The setting for this painting is believed to have been the El Cabañal beach in Valencia, which was a location that the artist worked from many times. He loved to see children having fun in this bright and open environment, and would produce portraits of them playing in all manner of ways, such as the young child with a little yacht as found here. He leans over, with the water lapping around his lower legs, and carefully places this small toy onto the surface of the water, imagining it to be a real boat about to set off on a great adventure. The boat itself is beautifully white, giving a bright splash of colour and allowing it to contrast against the blue tones of the sea below. It also gives a feeling of purity, relating to the child who simply is enjoying his life without a care in the world. Sorolla would later produce paintings of real boats within the same location, capturing the hard working lives of the local adults which contrasts considerably with the atmosphere of this painting, which sometimes is known instead as The Sailing Boat.

One artistic element to note here is that perspective is essentially removed, as we cannot really see anything in the foreground or background, but rather just a spread of sea water which fills the entire scene. This is something of a contemporary idea, and Sorolla would use it again in some of his other paintings. The boat then reflects light beautifully across the vertical, leading all the way to the viewer. The same happens again with the young child, with tones of pink mixed with the sea waves down to the bottom of the painting. We can just about make out a larger wave just at the top of the canvas and a slim line of white which makes its way across the horizontal just above the child's head, but otherwise there is a uniformity of pattern, with different tones of blue creating a strong but safe flow of water around the young boy.
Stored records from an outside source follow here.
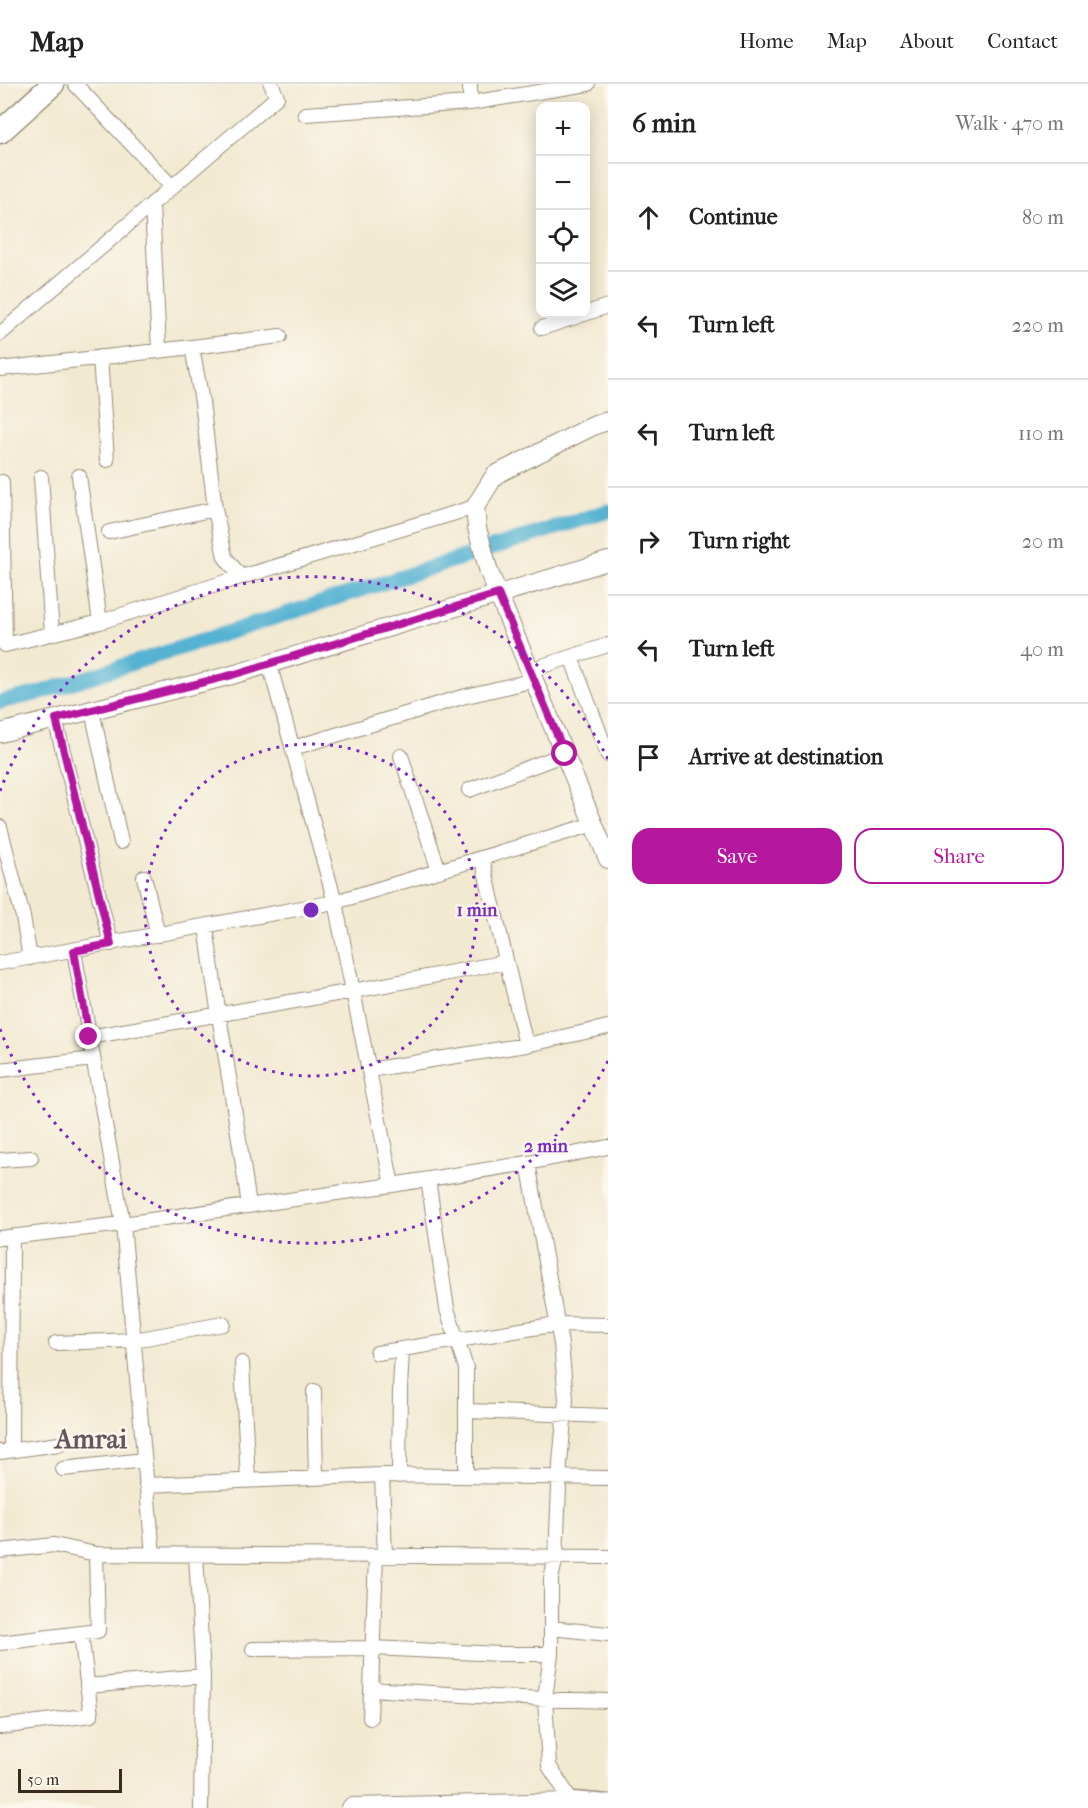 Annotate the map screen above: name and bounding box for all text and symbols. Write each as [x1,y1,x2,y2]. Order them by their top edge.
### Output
text: Map [30,25,84,58]
text: Home [739,29,794,53]
text: Map [827,29,867,53]
text: About [900,29,954,53]
text: Contact [987,29,1058,53]
map controls [536,102,590,318]
button: + [536,102,590,156]
text: 6 min [632,108,696,139]
text: Walk · 470 m [955,112,1064,135]
button: − [536,156,590,210]
icon: ahead [632,201,665,234]
text: Continue [689,204,778,230]
text: 80 m [1022,206,1064,229]
button: locate [536,210,590,264]
button: layers [536,264,590,318]
icon: left [632,309,665,342]
text: Turn left [689,312,775,338]
text: 220 m [1011,314,1064,337]
icon: left [632,417,665,450]
text: Turn left [689,420,775,446]
text: 110 m [1018,422,1064,445]
icon: right [632,525,665,558]
text: Turn right [689,528,790,554]
text: 20 m [1022,530,1064,553]
icon: left [632,633,665,666]
text: Turn left [689,636,775,662]
text: 40 m [1020,638,1064,661]
route start [551,740,577,766]
icon: arrive [632,741,665,774]
text: Arrive at destination [689,744,883,770]
button: Save [632,828,842,884]
button: Share [854,828,1064,884]
centre of rings [301,900,321,920]
text: 1 min [456,900,498,921]
route end [75,1023,101,1049]
text: 2 min [524,1136,568,1157]
district label: Amrai [53,1423,128,1455]
scale bar [18,1766,122,1794]
text: 50 m [27,1770,59,1789] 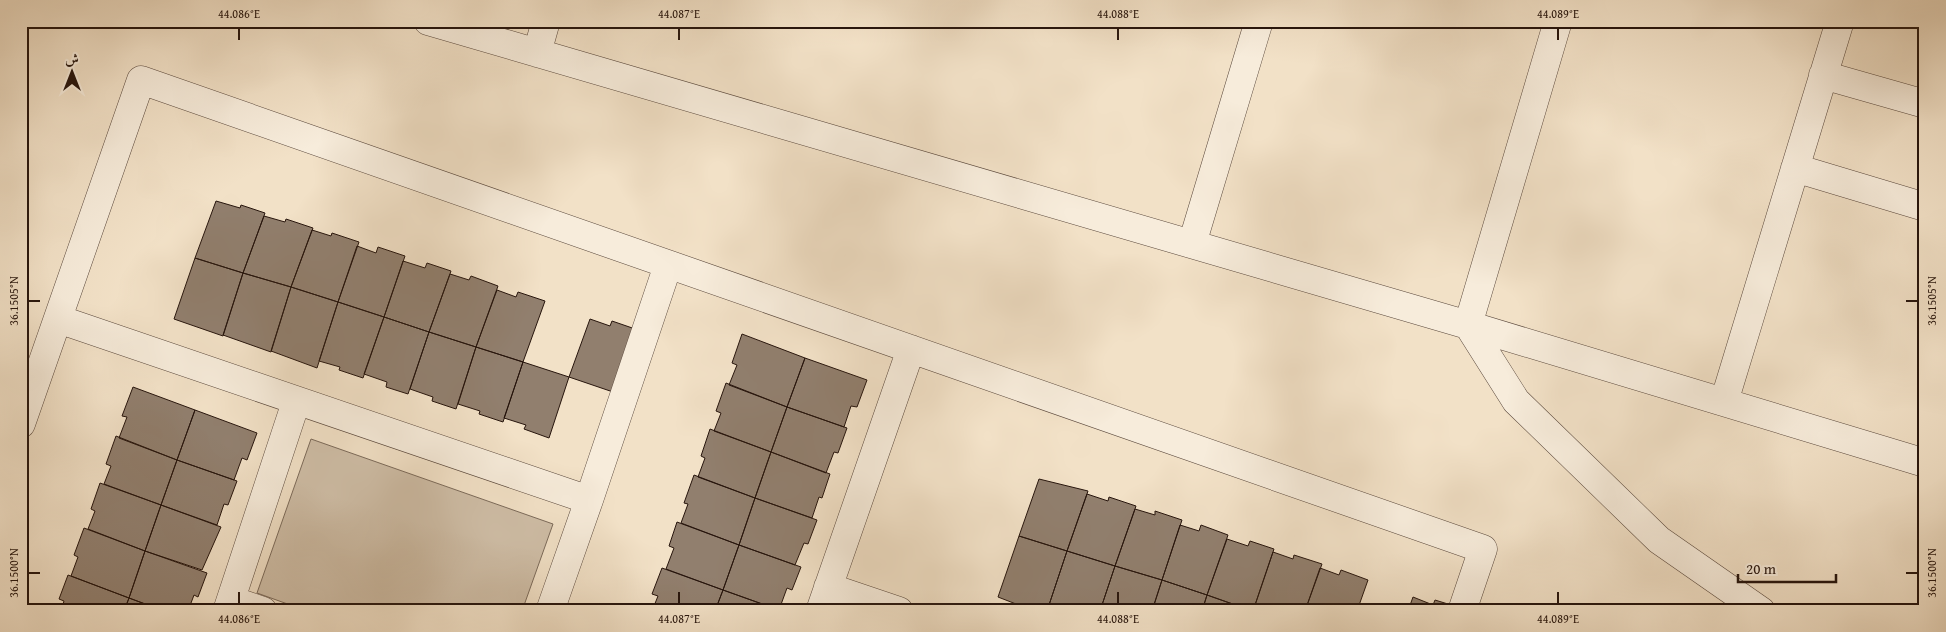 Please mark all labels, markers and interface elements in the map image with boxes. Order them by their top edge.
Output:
text: 44.086°E [218,5,260,22]
text: 44.087°E [658,5,700,22]
text: 44.088°E [1097,5,1139,22]
text: 44.089°E [1537,5,1579,22]
north arrow [48,48,98,98]
text: ش [65,49,79,69]
text: 36.1505°N [5,276,22,326]
text: 36.1505°N [1923,276,1940,326]
text: 36.1500°N [5,548,22,598]
text: 36.1500°N [1923,548,1940,598]
scale bar [1738,552,1836,584]
text: 20 m [1746,558,1777,579]
text: 44.086°E [218,610,260,627]
text: 44.087°E [658,610,700,627]
text: 44.088°E [1097,610,1139,627]
text: 44.089°E [1537,610,1579,627] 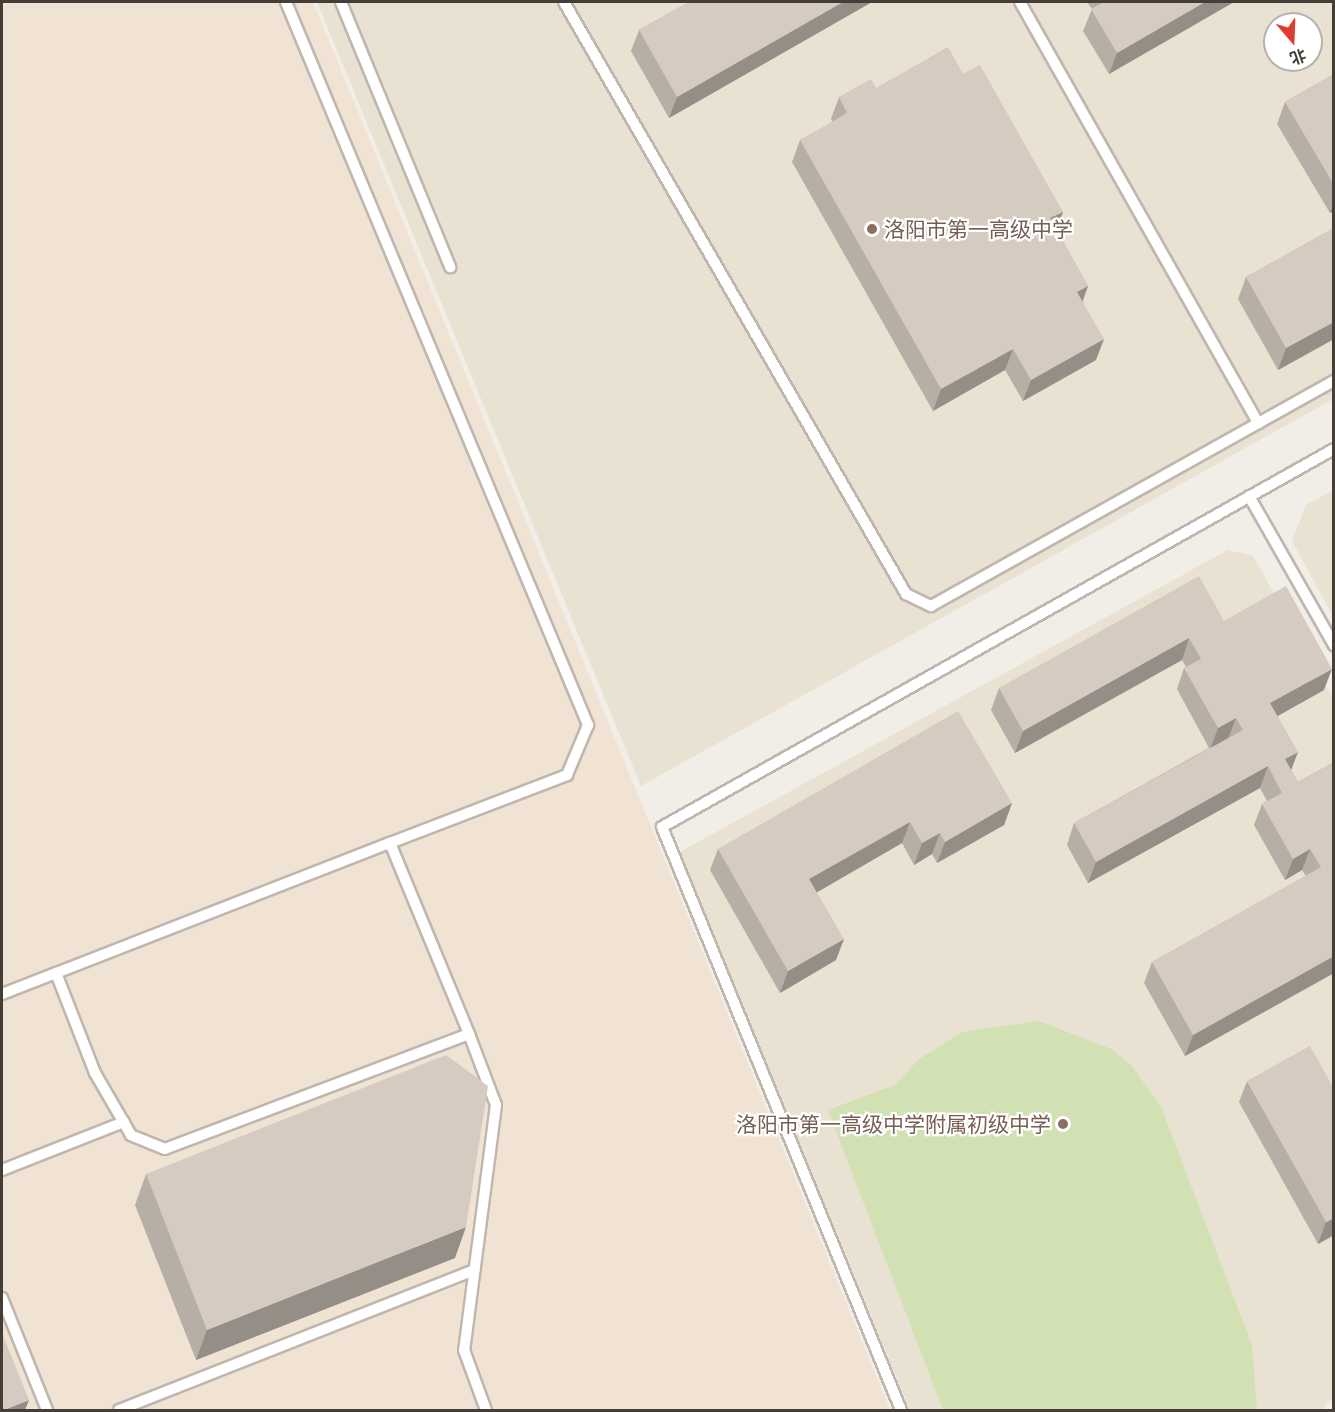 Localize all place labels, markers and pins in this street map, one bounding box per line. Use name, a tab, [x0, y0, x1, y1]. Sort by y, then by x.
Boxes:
place label: 洛阳市第一高级中学	[884, 216, 1073, 242]
marker: 洛阳市第一高级中学	[865, 222, 879, 236]
place label: 洛阳市第一高级中学附属初级中学	[736, 1111, 1051, 1137]
marker: 洛阳市第一高级中学附属初级中学	[1056, 1117, 1070, 1131] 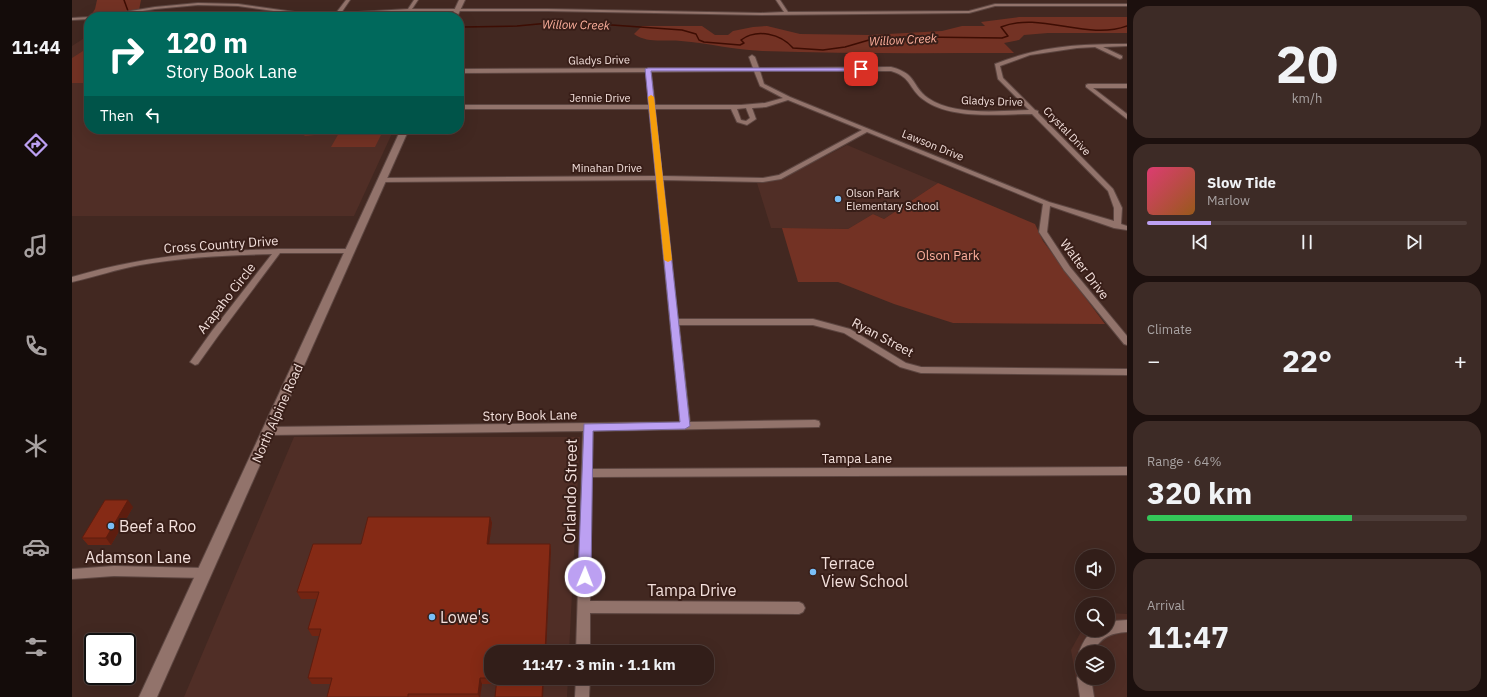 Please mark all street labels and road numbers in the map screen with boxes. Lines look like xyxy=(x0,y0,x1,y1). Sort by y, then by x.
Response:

Joaquin Sorolla captured children within his portraits about as well as any artist that we can remember but crucially, he also did so within natural settings in which they would be playing and enjoying life. This made his portraits just so charming. A comparison can be made with Mary Cassatt, who also mastered the genre of child portraits but normally did so within domestic settings, such as in the home, or the garden. She would also normally place them alongside their mothers, providing an alternative dynamic to that created by Sorolla, who often placed children together, having fun in a delightfully innocent manner. Some examples of Cassatt's own brilliance can be found in the likes of The Child's Bath, Little Girl in a Blue Armchair and Boating Party. The French Impressionists were also joined by another famous female artist, Morisot, who also captured children within many of her paintings and these two painters helped to add an extra perspective to the movement, widening its appeal and scope of genre.